The military industrial complex just scored a major victory over taxpayers and national security readiness. Right-to-repair provisions that would have empowered US servicemembers to fix their own equipment are being quietly stripped from the 2026 National Defense Authorization Act, replaced instead with a subscription model that forces the military to rent repair access from the same contractors who built the equipment.
Sources familiar with ongoing NDAA negotiations tell WIRED that provisions enabling servicemembers to repair drones, fighter jets, and even basic equipment like Navy vessel stoves will likely be removed entirely from the final bill language expected next week.

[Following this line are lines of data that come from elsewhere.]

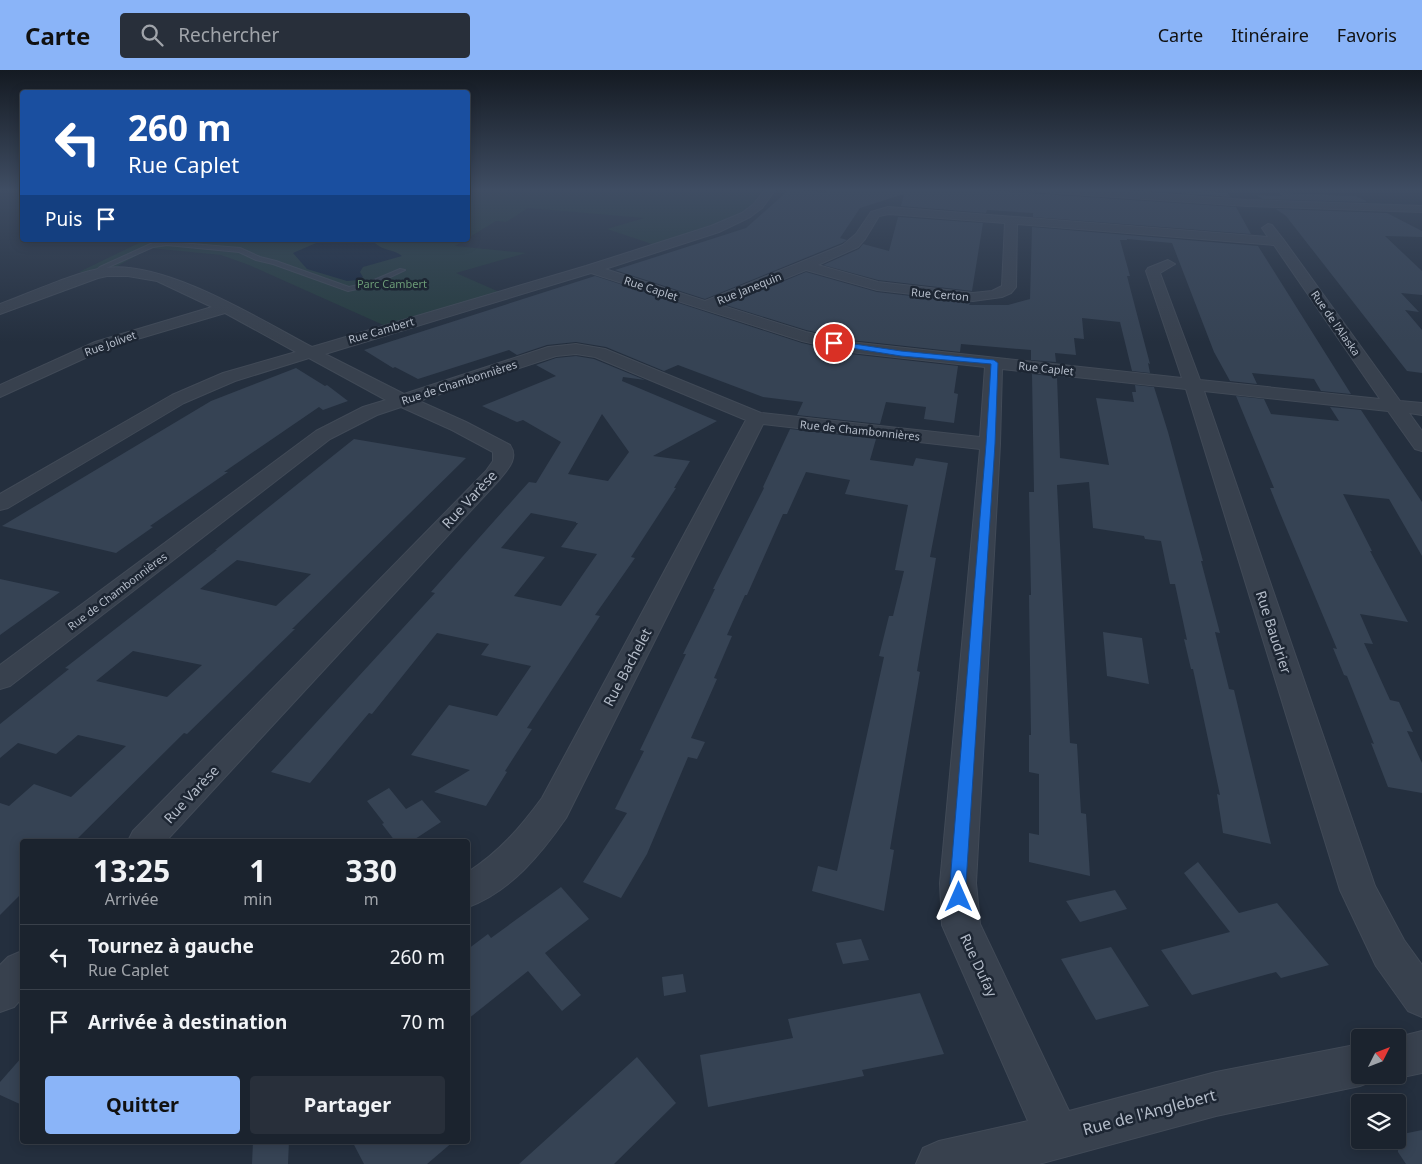 <!DOCTYPE html>
<html lang="fr">
<meta charset="utf-8">
<style>
body{margin:0;font-family:"Noto Sans",sans-serif;background:#282f3a;color:#f1f3f6;height:100vh;display:flex;flex-direction:column;font-size:19px;white-space:nowrap}
*{box-sizing:border-box;margin:0}
p{font-size:16px;color:#a0a4aa}
.icon{flex:none;width:28px;height:28px;fill:none;stroke:currentColor;stroke-width:2;stroke-linecap:round;stroke-linejoin:round}
.map{position:relative;flex:1;overflow:hidden}
.side{position:absolute;left:20px;top:769px;width:450px;height:305px;display:flex;flex-direction:column;background:#1b232e;border-radius:5px;box-shadow:0 2px 12px #0003,0 0 0 1px #39404a}
.side>*{flex:none}
.hud{position:absolute;left:20px;top:20px;width:450px;height:152px;border-radius:5px;box-shadow:0 2px 12px #0003,0 0 0 1px #39404a;background:#1a4fa0;color:#fff;overflow:hidden}
.needle{width:32px;rotate:48deg}
.controls{position:absolute;left:1351px;top:959px;display:grid;gap:10px}
.controls a{display:grid;place-items:center;width:55px;height:55px;border-radius:5px;background:#1b232e;box-shadow:0 2px 12px #0003,0 0 0 1px #39404a;font-size:25px}
.pin{position:absolute;display:grid;place-items:center;width:42px;height:42px;color:#fff;margin:-21px;border:2px solid #fff;border-radius:50%;box-shadow:0 1px 5px #0007}
.me{position:absolute;width:55px;margin:-28px;rotate:0deg;stroke-linejoin:round;filter:drop-shadow(0 0 4px #0008)}
.turn{display:flex;align-items:center;gap:18px;height:105px;padding:0 25px;font-size:22px}
.turn .icon{width:65px;height:65px;stroke-width:2.5}
.turn b{display:block;font-size:35px;line-height:42px}
.then{display:flex;align-items:center;height:48px;padding:0 25px;background:#0003;gap:10px;font-size:19px}
.eta{display:flex;justify-content:space-evenly;align-items:center;height:85px;text-align:center}
.eta b{font-size:30px;font-weight:700;line-height:35px}
.cta{display:flex;gap:10px;margin-top:auto;padding:10px 25px}
.cta a{flex:1;height:58px;border-radius:5px;background:#8ab4f8;color:#111;font-size:20px;font-weight:700;line-height:58px;text-align:center}
.cta a+a{background:#282f3a;color:#f1f3f6}
ul{padding:0;list-style:none}
li{display:flex;align-items:center;gap:15px;height:65px;padding:0 25px;border-top:1px solid #39404a}
li div{flex:1}
li b{display:block;font-size:19px}
li em{font-style:normal}
header{display:flex;align-items:center;gap:30px;box-sizing:border-box;height:70px;padding:0 25px;background:#8ab4f8;color:#111}
header strong{font-size:24px}
nav{display:flex;gap:28px;margin-inline-start:auto;font-size:18px}
.search{width:350px;height:45px;background:#282f3a;display:flex;align-items:center;gap:12px;box-sizing:border-box;padding:0 18px;border-radius:5px;color:#a0a4aa;font-size:19px}
.map>svg:first-child{display:block}
</style>
<header>
<strong>Carte</strong>
<div class="search"><svg class="icon" aria-label="search" viewBox="0 0 24 24"><circle cx="10" cy="10" r="6"/><path d="M15 15l6 6"/></svg>Rechercher</div>
<nav><a>Carte</a><a>Itinéraire</a><a>Favoris</a></nav>
</header>
<div class="map">
<svg width="1422" height="1094" viewBox="0 0 1422 1094">
<rect width="100%" height="100%" fill="#242f3e"/>
<path fill="#263c3f" d="M468 119H762L750 140 735 150 658 176 607 159 644 148 528 138 506 152 496 151 468 168Z
M145 170H465L455 176 526 183 456 203 504 224 390 258 249 195 221 185 150 178 107 202H79Z"/>
<path fill="#17263c" d="M323 170H379L375 173C383 181 394 179 402 186L363 197 360 202 363 207 358 210 347 211 307 199 293 183Z"/>
<path fill="#364354" fill-rule="evenodd" d="M790 119 827 123 828 119H966L1236 137 1251 164 1033 147V143L987 140 986 143 901 136 904 124 860 138 840 168 847 170 842 173 705 229 615 200 746 158Z
M1124 119H1202L1203 121 1228 123 1230 127Z
M1278 123 1356 126 1368 132 1262 129 1257 125 1283 126Z
M1276 139 1387 143 1422 161V167L1385 166 1422 201V225L1401 223 1419 242 1405 240 1422 260V303L1407 301 1286 146Z
M898 147 983 153 972 221 878 210 823 195 859 179 863 174 889 181Z
M1032 157 1258 176 1351 324 1321 321 1314 309 1252 303 1257 314 1230 311 1214 282 1172 173 1127 169V170H1120L1130 206H1127L1150 294 1148 293 1150 303 1132 301 1120 252 1082 248 1084 269 1074 268 1076 285 1055 283 1056 292 1031 290V280L961 274 960 282 850 270 806 260 726 235 806 202 877 222 970 233 969 235H1008L1030 229Z
M595 206 802 273 850 284 958 296 954 323 958 324 954 353 924 349 926 337 886 332 880 354 797 345 803 332 763 327 678 295 664 301 606 277 576 272 547 275 517 285 509 280 418 309 395 297 393 298 364 280Z
M576 286 594 289 645 310 623 307 622 311 717 351 653 386 690 391 674 418H676L631 487 635 488 595 545 600 546 527 658 532 659 505 701 507 702 486 736 434 722 470 700 411 685 449 635 497 646 531 596 481 585 489 574 437 563 372 644 369 643 310 713 271 702 435 523 431 522 519 423 529 412 536 413 561 372 523 350 517 352 482 336 556 306 536 295 556 288ZM602 344 629 382 608 411 568 404ZM531 443 576 452V453H578L561 477 597 484 561 536 514 526 545 487 501 478Z
M296 298 325 316 327 315 348 331 323 340 319 337 224 402H228L150 456 153 457 116 483 2 456 211 331Z
M1032 304 1057 307 1060 388 1109 395 1096 328 1134 332 1132 322H1136L1135 315 1154 317 1168 362 1203 491H1201L1220 563 1215 562 1229 619 1234 620 1271 774 1223 763 1217 724 1220 725 1193 599H1191L1184 569 1187 570 1175 514H1170L1161 471 1145 469 1144 466 1093 458 1089 412 1057 415 1070 673 1077 674 1081 743 1086 744 1090 806 1029 792V763L1039 765V704L1029 702V665H1031L1029 525H1031L1029 422H1034Z
M1236 326 1264 329 1271 344 1339 351 1330 337 1361 340 1422 432V486L1389 429 1343 424 1372 481H1370L1408 552 1360 544 1373 574 1364 573 1390 630 1399 632 1413 662 1407 661 1422 693V723L1388 717 1371 673 1374 674 1347 606 1344 605 1333 578 1337 579 1280 443 1270 418H1274Z
M790 359 876 369 870 390 913 396 916 388 948 393 930 487 936 488 917 601 920 602 890 779 894 780 884 841 812 821 818 796 837 801 884 587 879 586 889 546H893L904 501 895 500 908 435 845 424 850 410 806 402 787 444H783L747 525H745L727 565 732 566 714 608 717 609 691 668 705 672 697 689 688 687 647 784 621 828 583 812 627 743 615 739 644 681 640 680 686 584H683L715 519H713L764 418 763 417Z
M354 369 466 388 292 559H295L187 664 184 663 75 771H22V823L0 845V733L9 736 34 714 71 727 126 676 78 665 56 684 18 673 0 688V654L69 599 65 598 217 480H215ZM237 490 311 504 276 536 200 519ZM133 581 202 595 167 627 96 611Z
M0 509 60 522 0 565Z
M1103 562 1142 568 1149 614 1107 606Z
M389 718 406 739 422 730 441 752 412 771H395L382 754 384 753 367 731Z
M1198 792 1239 843 1277 833 1329 895 1281 908 1276 902 1192 925 1161 880 1230 862 1184 803Z
M561 817 589 849 545 883 581 925 562 941 528 901 468 949V879L488 864 491 868Z
M1115 820 1127 839 1080 852 1066 831Z
M861 869 869 890 843 894 836 873Z
M1111 877 1149 936 1096 950 1061 889Z
M683 904 686 922 664 926 662 907Z
M920 923 944 984 862 1000 864 1006 708 1037 700 985 793 968 788 949Z
M22 987V1035L0 1025V1012Z
M637 987 676 1033 614 1094H519Z
M1422 1060V1094H1406L1398 1082V1065Z
M253 1071H289L288 1094H252Z
M352 1071H454L427 1094H364Z"/>
<g fill="none" stroke-linecap="round" stroke-linejoin="round">
<defs>
<path id="lane" d="M157 171 240 178 260 187 276 191 349 217 367 213 400 199 405 200 371 216 348 221 273 194 256 190 239 182 167 175 153 177 104 199 97 205 92 204 100 197Z"/>
<path id="street" d="M765 119H776L762 138 750 147 719 162 605 199 705 231 843 175 856 164 871 142 888 137 1268 167 1262 158 1268 154 1272 155 1283 169 1400 331 1422 333V345L1409 343 1422 361V381L1415 379 1388 341 1204 321 1375 816 1404 870 1422 895V947L1408 941 1376 896 1340 820 1186 319 1002 299 1000 374 976 813 980 854 1069 1041 1216 1002 1360 974V1005H1377L1375 1010 1360 1016 1216 1046 1039 1094H916L923 1078 939 1071 1028 1051 942 855 940 813 980 379 763 354 566 748C541 784 511 821 468 837V802C499 782 520 758 542 728L746 350 595 287 576 284 556 286 419 331 466 352 510 375C519 388 508 399 500 409L166 771H128L133 761 486 401 493 391V382L452 360 401 337 377 345 330 369 10 616 0 619V595L316 361 363 337 386 330 309 288 235 311 184 333 8 438 0 440V424L172 325 223 303 296 282 225 243 107 278 0 327V315L95 272 212 237 157 211 128 206H107L98 208 0 244V234C31 223 74 202 105 198 165 190 259 249 312 277L586 196 711 156 742 143 754 134ZM889 144 1005 153 1002 216 992 221 973 223 878 212 818 195 858 177 865 169 879 146ZM1017 154 1274 175 1380 329 1200 310 1160 203 1175 194 1168 190 1148 198 1146 201 1182 308 850 272 806 262 720 235 806 200 877 220 973 231 1002 227 1011 223 1016 217ZM591 203 802 271 850 282 985 297 980 367 761 343 605 279 576 274 548 277 404 324 325 284Z
M1037 119H1094L1247 130 1422 136V142L1247 136 1042 122Z
M22 881V928L14 937 0 942V895L8 887Z
M1422 961V1003L1398 1008 1391 1005H1398V968H1394Z"/>
</defs>
<use href="#lane" stroke="#414a57" stroke-width="2"/>
<use href="#street" stroke="#414a57" stroke-width="2"/>
<use href="#lane" fill="#38414e" fill-rule="evenodd"/>
<use href="#street" fill="#38414e" fill-rule="evenodd"/>
</g>
<linearGradient id="sky" x2="0" y2="1"><stop stop-color="#141a22"/><stop offset="0.44" stop-color="#3f4d63"/><stop offset="1" stop-color="#3f4d63" stop-opacity="0"/></linearGradient>
<rect width="1422" height="272" fill="url(#sky)"/>
<path fill="#1a73e8" stroke="#114b97" d="M834 271 901 281 994 290 998 293 995 374 966 813 967 827 964 832 959 834 953 832 950 813 986 374 991 294 901 286 832 275V272Z"/>
<g text-anchor="middle" dominant-baseline="central" stroke-width="5" stroke-linejoin="round" paint-order="stroke">
<g font-size="11" fill="#6b9a76" stroke="#1d2633">
<text x="392" y="213">Parc Cambert</text>
</g>
<g font-size="11" fill="#b4bcc9" stroke="#1d2633">
<text transform="translate(651 218) rotate(18)">Rue Caplet</text>
<text transform="translate(749 218) rotate(-22)">Rue Janequin</text>
<text transform="translate(940 224) rotate(5)">Rue Certon</text>
<text transform="translate(1336 253) rotate(55)">Rue de l'Alaska</text>
<text transform="translate(381 260) rotate(-16)">Rue Cambert</text>
<text transform="translate(110 273) rotate(-20)">Rue Jolivet</text>
<text transform="translate(1046 298) rotate(6)">Rue Caplet</text>
<text transform="translate(459 312) rotate(-18)">Rue de Chambonnières</text>
<text transform="translate(860 360) rotate(6)">Rue de Chambonnières</text>
<text transform="translate(117 521) rotate(-37)">Rue de Chambonnières</text>
</g>
<g font-size="14" fill="#b4bcc9" stroke="#1d2633">
<text transform="translate(469 429) rotate(-47)">Rue Varèse</text>
<text transform="translate(1274 562) rotate(72)">Rue Baudrier</text>
<text transform="translate(627 597) rotate(-62)">Rue Bachelet</text>
<text transform="translate(191 724) rotate(-47)">Rue Varèse</text>
<text transform="translate(979 895) rotate(65)">Rue Dufay</text>
</g>
<g font-size="16" fill="#b4bcc9" stroke="#1d2633">
<text transform="translate(1149 1042) rotate(-15)">Rue de l'Anglebert</text>
</g>
</g>
</svg>
<div class="controls">
<a><svg class="needle" viewBox="-14 -14 28 28"><path d="M0-13l5 13h-10z" fill="#e53935"/><path d="M0 13l5-13h-10z" fill="#a0a4aa"/></svg></a>
<a><svg class="icon" aria-label="layers" viewBox="0 0 24 24"><path d="M12 4l9 5-9 5-9-5zM3 14l9 5 9-5"/></svg></a>
</div>
<div class="pin" style="left:834px;top:273px;background:#d93025"><svg class="icon" aria-label="arrive" viewBox="0 0 24 24"><path d="M6 21V4h12l-3 4 3 4H6"/></svg></div>
<svg class="me" style="left:959px;top:827px" viewBox="-20 -20 40 40"><path d="M0-17L14 15 0 8-14 15z" fill="#1a73e8" stroke="#fff" stroke-width="4"/></svg>
<div class="hud">
<div class="turn"><svg class="icon" aria-label="left" viewBox="0 0 24 24"><path d="M17 20v-9H6M10 6l-5 5 5 5"/></svg><div><b>260 m</b>Rue Caplet</div></div>
<div class="then">Puis<svg class="icon" aria-label="arrive" viewBox="0 0 24 24"><path d="M6 21V4h12l-3 4 3 4H6"/></svg></div>
</div>
<section class="side">
<div class="eta">
<div><b>13:25</b><p>Arrivée</p></div>
<div><b>1</b><p>min</p></div>
<div><b>330</b><p>m</p></div>
</div>
<ul>
<li><svg class="icon" aria-label="left" viewBox="0 0 24 24"><path d="M17 20v-9H6M10 6l-5 5 5 5"/></svg><div><b>Tournez à gauche</b><p>Rue Caplet</p></div><em>260 m</em></li>
<li><svg class="icon" aria-label="arrive" viewBox="0 0 24 24"><path d="M6 21V4h12l-3 4 3 4H6"/></svg><div><b>Arrivée à destination</b></div><em>70 m</em></li>
</ul>
<div class="cta"><a>Quitter</a><a>Partager</a></div>
</section>
</div>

The replacement? A "data-as-a-service" subscription plan that essentially makes the military pay twice - once for the equipment, then again for the right to fix it.
The original provisions had rare bipartisan backing. Senator Elizabeth Warren's Section 836 in the Senate version drew from her Warrior Right to Repair Act, requiring contractors to provide the Department of Defense with "the rights to diagnose, maintain, and repair the covered defense equipment." Republican Representative Mike Rogers, chairman of the House Armed Services Committee, introduced similar language in Section 863.
But defense lobbying groups mobilized hard against losing their repair monopoly. The National Defense Industrial Association released a white paper in September arguing that forcing contractors to share repair information would "limit innovation" by exposing intellectual property. Eric Fanning, CEO of the Aerospace Industries Association, claimed letting servicemembers fix their own equipment could "threaten the backbone of US defense."
"Our real concern is that the proposed legislative language amounts to an eminent domain push by the federal government," Margaret Boatner, AIA's vice president of national security policy, told WIRED. "It requires defense contractors to disclose a substantial amount of proprietary IP just to compete for contracts."
The lobbying appears to have worked. "The House Armed Services Committee chair [Rogers] and ranking member [Smith] are sympathetic and pushing to replace the right to repair provision with this idea of data as a service, which is basically renting the military what they already sold them," a person with knowledge of the conference negotiations told WIRED.